── RECORDS FOR THIS TASK ──
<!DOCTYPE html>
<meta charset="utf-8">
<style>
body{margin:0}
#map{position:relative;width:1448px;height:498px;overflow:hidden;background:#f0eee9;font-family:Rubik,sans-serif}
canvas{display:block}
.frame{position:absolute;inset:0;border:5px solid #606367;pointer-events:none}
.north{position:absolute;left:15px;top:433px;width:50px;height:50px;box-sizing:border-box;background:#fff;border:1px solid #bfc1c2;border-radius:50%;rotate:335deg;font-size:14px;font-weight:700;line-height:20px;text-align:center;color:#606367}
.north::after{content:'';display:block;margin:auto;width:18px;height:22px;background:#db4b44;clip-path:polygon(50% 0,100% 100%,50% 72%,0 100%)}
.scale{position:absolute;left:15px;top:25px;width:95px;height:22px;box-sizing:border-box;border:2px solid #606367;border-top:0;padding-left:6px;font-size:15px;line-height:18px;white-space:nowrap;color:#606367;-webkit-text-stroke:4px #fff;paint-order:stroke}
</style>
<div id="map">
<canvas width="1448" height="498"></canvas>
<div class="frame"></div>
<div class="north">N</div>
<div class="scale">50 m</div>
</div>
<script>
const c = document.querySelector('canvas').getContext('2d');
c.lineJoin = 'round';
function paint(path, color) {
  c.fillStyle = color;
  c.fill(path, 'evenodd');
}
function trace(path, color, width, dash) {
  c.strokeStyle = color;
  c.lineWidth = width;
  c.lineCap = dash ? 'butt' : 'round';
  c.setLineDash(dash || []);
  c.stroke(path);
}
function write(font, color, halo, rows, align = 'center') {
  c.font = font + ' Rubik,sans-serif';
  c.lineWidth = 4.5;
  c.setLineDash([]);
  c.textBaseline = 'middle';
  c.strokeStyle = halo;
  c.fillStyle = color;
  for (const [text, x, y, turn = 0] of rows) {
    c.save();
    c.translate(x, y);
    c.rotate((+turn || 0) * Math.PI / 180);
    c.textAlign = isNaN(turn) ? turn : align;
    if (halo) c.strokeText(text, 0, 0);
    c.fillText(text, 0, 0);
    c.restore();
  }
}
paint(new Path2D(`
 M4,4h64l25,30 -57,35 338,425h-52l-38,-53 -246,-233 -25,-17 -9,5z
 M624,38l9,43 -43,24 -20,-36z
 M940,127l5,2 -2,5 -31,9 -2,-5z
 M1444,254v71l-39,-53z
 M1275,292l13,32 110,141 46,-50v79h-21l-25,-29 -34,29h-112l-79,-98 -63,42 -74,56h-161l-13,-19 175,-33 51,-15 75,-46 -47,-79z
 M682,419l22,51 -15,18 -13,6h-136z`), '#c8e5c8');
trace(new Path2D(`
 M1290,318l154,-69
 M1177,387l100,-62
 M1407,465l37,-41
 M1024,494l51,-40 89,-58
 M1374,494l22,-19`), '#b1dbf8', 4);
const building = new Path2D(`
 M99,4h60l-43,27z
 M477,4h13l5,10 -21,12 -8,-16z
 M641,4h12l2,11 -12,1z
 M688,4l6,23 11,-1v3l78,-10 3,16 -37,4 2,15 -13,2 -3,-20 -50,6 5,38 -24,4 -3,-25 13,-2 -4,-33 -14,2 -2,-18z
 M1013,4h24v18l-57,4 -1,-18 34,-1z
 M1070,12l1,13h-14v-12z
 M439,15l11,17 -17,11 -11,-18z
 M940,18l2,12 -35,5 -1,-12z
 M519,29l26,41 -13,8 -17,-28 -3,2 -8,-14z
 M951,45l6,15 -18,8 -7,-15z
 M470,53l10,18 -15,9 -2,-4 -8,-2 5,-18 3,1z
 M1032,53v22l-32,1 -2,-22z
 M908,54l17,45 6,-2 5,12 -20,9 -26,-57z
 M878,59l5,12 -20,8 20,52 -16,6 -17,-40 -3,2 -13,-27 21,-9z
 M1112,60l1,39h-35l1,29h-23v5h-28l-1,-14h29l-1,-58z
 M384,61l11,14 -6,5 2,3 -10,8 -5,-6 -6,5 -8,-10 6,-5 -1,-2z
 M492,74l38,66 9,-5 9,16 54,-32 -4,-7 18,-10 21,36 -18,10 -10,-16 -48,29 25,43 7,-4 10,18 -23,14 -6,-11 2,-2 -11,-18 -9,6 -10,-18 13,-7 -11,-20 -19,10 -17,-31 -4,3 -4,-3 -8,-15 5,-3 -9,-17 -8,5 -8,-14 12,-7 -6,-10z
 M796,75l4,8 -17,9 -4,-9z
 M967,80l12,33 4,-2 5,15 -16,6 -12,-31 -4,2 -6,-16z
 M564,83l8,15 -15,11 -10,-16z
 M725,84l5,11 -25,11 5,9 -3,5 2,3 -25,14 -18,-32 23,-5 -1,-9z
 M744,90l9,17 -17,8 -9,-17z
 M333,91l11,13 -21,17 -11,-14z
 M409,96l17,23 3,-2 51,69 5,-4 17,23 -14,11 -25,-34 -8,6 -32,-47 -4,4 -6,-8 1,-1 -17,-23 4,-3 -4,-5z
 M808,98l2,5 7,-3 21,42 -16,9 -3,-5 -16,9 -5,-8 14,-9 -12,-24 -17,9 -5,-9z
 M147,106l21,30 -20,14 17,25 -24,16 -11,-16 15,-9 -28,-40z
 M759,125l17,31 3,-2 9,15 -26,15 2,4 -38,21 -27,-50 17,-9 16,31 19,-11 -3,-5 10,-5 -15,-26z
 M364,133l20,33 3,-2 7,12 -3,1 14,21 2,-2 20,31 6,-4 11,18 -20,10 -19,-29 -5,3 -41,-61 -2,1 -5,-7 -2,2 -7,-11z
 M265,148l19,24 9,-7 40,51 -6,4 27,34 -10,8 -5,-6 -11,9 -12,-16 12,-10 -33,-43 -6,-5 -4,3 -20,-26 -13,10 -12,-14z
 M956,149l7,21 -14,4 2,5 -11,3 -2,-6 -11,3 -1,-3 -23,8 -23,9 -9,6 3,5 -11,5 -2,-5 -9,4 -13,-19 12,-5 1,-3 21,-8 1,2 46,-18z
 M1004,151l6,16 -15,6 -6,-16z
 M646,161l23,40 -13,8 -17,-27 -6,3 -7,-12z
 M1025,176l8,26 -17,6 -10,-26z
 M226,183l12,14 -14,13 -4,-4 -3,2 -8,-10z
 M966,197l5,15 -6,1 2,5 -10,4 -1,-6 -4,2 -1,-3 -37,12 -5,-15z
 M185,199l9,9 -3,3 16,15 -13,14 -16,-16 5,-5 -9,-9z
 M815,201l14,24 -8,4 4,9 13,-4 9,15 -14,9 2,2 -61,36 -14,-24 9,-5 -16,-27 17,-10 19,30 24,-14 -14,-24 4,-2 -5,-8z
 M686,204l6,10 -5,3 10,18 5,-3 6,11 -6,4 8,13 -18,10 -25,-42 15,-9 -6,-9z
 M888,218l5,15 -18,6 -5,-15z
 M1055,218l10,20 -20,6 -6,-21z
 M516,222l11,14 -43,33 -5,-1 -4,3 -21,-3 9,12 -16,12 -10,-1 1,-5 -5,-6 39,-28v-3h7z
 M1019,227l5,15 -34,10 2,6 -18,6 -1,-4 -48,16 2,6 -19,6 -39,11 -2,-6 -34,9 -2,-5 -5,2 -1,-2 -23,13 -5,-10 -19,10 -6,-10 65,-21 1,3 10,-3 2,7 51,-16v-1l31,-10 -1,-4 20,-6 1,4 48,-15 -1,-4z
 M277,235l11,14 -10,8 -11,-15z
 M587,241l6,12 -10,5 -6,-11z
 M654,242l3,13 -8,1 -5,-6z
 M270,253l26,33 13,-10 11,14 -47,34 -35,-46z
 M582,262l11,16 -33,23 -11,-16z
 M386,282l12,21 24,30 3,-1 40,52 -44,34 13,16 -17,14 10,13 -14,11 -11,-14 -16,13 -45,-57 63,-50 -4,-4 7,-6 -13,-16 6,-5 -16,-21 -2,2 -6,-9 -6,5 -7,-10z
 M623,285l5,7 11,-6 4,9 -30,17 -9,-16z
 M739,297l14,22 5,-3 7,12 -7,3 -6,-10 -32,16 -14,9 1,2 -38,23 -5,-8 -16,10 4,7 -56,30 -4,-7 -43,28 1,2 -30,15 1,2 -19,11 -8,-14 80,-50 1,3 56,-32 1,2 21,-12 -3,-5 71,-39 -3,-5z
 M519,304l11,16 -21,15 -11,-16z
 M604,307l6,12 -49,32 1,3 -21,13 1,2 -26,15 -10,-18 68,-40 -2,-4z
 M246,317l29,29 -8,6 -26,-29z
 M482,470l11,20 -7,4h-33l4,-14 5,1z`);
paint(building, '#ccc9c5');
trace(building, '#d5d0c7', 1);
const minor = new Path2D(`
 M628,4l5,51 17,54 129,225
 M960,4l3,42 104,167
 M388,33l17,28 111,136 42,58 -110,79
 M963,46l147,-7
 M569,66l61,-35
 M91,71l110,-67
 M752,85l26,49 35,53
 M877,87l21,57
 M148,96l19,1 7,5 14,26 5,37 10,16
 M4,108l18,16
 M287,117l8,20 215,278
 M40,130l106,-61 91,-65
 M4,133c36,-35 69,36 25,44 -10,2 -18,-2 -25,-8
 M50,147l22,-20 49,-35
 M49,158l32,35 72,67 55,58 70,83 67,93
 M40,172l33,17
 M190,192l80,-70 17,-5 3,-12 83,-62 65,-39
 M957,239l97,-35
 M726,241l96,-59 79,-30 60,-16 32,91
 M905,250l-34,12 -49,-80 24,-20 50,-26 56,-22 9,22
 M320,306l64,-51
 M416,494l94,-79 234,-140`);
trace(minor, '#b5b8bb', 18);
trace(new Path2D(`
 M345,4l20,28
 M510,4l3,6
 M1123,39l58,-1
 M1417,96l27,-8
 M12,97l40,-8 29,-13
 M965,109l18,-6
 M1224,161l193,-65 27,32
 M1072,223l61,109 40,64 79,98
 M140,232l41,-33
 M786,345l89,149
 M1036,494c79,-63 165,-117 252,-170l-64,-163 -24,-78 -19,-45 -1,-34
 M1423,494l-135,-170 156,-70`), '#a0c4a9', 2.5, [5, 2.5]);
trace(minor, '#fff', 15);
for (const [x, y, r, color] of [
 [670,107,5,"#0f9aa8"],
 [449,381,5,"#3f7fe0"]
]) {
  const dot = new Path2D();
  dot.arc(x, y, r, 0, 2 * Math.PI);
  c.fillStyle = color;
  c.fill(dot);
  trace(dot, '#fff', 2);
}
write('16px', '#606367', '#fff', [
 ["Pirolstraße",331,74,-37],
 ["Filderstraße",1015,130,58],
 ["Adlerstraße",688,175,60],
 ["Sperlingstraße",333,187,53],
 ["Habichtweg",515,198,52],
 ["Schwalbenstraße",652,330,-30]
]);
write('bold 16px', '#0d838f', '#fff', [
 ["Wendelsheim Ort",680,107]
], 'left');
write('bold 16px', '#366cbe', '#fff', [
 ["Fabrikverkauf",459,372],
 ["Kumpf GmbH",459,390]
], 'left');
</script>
───
## WHAT THE TASK REQUIRES:
"strokeStyle" is the word to look for; copy every line of the data that has it.

## SOLVED PROBLEM:
  c.strokeStyle = color;
  c.strokeStyle = halo;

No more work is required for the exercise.